Seahawks could make a different splash instead of trading for Clowney
As trade talks involving Texans defensive end Jadaveon Clowney heat up and the reported list of possible destinations gets smaller, it appears the Seahawks are still in the mix.
On Tuesday, Aaron Wilson of the Houston Chronicle reported that the Dolphins brought Clowney in for a visit and are “very interested,” but he would prefer to “play for a contender like the Seahawks or Eagles.” The decision is up to Clowney at the end of the day as he will need to sign his franchise tender with the Texans before a trade can go through.
You can count one former Seahawks quarterback among those that are not in favor of the Seahawks trading for the Pro Bowl pass rusher. Matt Hasselbeck, now an ESPN NFL analyst, joined 710 ESPN Seattle’s Brock and Salk on Tuesday and was asked if he would make that trade.
“I would not, and I have a lot of respect for Clowney. I’ve played against him many times, been hit by him many times, he’s a really good player,” Hasselbeck said. “They let Frank Clark go for a reason, because you know in part… money, so if you’re going to get Clowney that’s a lot of money.”
The cost to a team trading for Clowney this year would be his franchise tag tender amount of $15,967,200. He would most likely be a one-year rental if he chose to join the Seahawks, as he missed the July 15 deadline for franchise players to reach a long-term deal with their 2019 team.
Hasselbeck explained why that is not a road that he thinks the Seahawks need to go down.
“To me, when I think of Seattle with that crowd noise and that coaching staff, they do a nice job of coaching up a four-man pass rush. They don’t need to blitz to get home, they’ve got the advantage of crowd noise half the time, they’ve got (2019 first-round pick L.J.) Collier, they’ve got some guys that I believe they think can rush the passer. That’s not the deal I would make.”
While the pass rush has been the Seahawks’ biggest area of concern for most this offseason, Hasselbeck focuses on the other side of the ball when discussing where he would look to add depth.
“I’d be more concerned about the wide receiver situation and just making sure I had all the pieces that Russell (Wilson) is going to need to be Russell Wilson.”
When Brock Huard then offered up the idea of a trade for Miami wide receiver Kenny Stills, Hasselbeck was on board.
“Yeah, I’d like that,” Hasselbeck said. “It’s not that I don’t believe in those other receivers, I sort of do, but you’ve got to be available right now. I don’t know that everyone is going to be available. We’re talking about a Super Bowl team here. We’re talking about a team that’s trying to compete for the Super Bowl.
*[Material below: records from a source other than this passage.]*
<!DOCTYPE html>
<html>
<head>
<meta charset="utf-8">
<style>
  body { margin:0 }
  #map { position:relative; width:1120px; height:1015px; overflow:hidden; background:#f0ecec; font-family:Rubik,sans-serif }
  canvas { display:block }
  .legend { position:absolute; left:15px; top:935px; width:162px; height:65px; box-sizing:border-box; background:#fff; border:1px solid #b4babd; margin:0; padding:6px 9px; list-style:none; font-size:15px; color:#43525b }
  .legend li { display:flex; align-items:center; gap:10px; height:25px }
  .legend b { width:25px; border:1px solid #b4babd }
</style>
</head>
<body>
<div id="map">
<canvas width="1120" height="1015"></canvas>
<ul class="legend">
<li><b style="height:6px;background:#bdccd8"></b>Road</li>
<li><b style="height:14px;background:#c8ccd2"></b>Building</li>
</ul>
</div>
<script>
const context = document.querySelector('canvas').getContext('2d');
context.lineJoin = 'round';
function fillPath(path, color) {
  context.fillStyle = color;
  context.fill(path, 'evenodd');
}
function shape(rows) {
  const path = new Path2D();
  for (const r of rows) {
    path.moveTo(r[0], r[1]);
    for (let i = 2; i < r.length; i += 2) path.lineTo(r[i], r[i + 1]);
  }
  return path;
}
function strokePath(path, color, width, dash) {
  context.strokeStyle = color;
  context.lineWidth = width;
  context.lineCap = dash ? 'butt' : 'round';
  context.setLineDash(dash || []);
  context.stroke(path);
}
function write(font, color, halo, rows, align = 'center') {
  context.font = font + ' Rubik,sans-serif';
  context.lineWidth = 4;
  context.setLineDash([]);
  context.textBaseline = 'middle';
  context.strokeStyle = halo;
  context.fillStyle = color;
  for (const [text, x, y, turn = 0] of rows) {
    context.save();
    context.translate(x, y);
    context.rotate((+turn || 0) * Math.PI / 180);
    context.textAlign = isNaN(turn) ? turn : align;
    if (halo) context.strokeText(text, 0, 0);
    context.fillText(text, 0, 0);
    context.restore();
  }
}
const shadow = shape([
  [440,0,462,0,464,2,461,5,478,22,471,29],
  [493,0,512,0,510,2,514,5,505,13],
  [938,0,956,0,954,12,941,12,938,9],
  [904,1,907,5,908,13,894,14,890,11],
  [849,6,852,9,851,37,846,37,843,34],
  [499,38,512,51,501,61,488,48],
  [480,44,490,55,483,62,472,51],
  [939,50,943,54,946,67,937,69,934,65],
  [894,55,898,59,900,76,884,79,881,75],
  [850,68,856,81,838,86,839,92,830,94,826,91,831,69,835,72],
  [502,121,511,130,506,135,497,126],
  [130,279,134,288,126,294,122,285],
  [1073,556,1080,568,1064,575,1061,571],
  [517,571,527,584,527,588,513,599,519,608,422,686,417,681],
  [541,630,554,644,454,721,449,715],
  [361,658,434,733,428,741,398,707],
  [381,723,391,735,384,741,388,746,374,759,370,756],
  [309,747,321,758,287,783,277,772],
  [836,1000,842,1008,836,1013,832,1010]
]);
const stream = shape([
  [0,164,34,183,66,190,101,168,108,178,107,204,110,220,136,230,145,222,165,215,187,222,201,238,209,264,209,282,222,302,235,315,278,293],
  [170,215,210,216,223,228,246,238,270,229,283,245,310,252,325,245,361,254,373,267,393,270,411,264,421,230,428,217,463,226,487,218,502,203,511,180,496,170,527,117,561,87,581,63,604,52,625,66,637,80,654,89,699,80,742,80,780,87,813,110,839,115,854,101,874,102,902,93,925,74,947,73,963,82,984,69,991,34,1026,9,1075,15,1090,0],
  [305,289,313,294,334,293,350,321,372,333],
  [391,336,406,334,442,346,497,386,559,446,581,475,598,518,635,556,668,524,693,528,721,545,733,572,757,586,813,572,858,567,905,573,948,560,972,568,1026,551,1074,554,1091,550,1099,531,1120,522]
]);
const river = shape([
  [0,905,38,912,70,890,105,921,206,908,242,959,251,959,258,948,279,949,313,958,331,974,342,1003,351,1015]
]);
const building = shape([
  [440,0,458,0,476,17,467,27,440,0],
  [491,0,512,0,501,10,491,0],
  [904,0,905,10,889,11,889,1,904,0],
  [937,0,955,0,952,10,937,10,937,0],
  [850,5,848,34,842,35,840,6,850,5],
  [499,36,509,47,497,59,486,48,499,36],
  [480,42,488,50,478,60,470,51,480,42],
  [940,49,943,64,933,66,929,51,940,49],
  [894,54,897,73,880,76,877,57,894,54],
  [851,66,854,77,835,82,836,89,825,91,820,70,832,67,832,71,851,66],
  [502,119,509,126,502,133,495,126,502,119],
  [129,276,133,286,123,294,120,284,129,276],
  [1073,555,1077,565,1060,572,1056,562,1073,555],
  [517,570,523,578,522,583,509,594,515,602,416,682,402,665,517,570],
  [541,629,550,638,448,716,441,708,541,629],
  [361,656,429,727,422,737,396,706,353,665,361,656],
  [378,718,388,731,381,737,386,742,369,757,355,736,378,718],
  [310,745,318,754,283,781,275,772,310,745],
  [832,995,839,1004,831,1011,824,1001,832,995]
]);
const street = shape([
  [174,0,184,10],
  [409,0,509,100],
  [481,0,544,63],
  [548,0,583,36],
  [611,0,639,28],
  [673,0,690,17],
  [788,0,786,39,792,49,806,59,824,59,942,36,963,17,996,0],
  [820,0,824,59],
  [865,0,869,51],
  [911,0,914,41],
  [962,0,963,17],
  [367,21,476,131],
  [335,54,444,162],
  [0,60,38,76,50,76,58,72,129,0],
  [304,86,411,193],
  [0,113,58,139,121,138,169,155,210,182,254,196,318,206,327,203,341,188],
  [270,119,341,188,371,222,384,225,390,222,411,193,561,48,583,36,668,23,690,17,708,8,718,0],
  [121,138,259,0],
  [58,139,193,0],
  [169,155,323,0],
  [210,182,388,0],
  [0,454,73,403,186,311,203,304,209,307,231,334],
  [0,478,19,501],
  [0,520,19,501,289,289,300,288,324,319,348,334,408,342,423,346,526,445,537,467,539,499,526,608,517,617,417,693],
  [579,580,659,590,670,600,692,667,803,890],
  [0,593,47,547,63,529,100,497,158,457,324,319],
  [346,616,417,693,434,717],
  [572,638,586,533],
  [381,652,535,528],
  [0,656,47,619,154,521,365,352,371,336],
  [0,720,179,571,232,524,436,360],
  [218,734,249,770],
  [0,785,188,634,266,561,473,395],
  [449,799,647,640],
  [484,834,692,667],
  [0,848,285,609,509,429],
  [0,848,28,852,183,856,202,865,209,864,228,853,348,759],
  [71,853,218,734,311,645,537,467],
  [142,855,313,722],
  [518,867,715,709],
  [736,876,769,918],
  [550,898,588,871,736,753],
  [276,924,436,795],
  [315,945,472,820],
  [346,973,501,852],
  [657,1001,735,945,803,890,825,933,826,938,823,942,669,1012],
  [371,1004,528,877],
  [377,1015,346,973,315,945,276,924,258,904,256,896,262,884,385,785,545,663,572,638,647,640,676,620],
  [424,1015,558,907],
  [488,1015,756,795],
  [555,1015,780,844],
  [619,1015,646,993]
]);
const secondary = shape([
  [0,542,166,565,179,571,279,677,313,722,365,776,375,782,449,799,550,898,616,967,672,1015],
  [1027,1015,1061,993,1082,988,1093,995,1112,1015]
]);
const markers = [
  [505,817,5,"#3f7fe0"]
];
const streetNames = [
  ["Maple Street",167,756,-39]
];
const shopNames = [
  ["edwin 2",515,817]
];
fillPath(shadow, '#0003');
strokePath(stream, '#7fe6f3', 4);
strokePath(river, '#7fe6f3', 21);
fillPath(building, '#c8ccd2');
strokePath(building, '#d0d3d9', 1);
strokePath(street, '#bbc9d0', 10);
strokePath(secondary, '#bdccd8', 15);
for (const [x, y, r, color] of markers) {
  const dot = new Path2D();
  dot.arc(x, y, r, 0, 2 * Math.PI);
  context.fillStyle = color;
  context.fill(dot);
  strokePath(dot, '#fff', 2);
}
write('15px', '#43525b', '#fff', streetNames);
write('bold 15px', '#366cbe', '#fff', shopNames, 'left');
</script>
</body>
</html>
That’s not the situation that everyone is in but that’s the situation the Seahawks are in.”
To Hasselbeck’s point, the Seahawks’ receiving corps suddenly looks a lot thinner with David Moore (broken humerus) and D.K. Metcalf (minor knee surgery) both unavailable for Thursday’s preseason finale, and there is a lack of experience with so many rookies fighting for roster spots at the position. In fact, Tyler Lockett is the only current Seahawks receiver with more than 100 career NFL receptions.
Stills would be a veteran addition that could bring some experience to that position group. His numbers have tapered off, but at only 27 years old, that could be more of a byproduct of being on a bad Dolphins team and catching his passes from Ryan Tannehill and Brock Osweiler than an indictment on him. Stills has racked up 4,138 receiving yards and 32 touchdowns since entering the league in 2013 and his career average is 16 yards per reception. Stills is reportedly one of many veterans being shopped by the Dolphins who are rebuilding under new head coach Brian Flores and looking to get younger.
There is another reason the Dolphins are looking to move Stills, and that is his $9.75 million cap hit in 2019. Are the Seahawks willing to spend big on either Clowney or Stills to bolster what Hasselbeck thinks could be a Super Bowl team? We should know very soon as both the Dolphins and Texans will attempt to get these deals done before the NFL’s 53-man roster deadline on Saturday.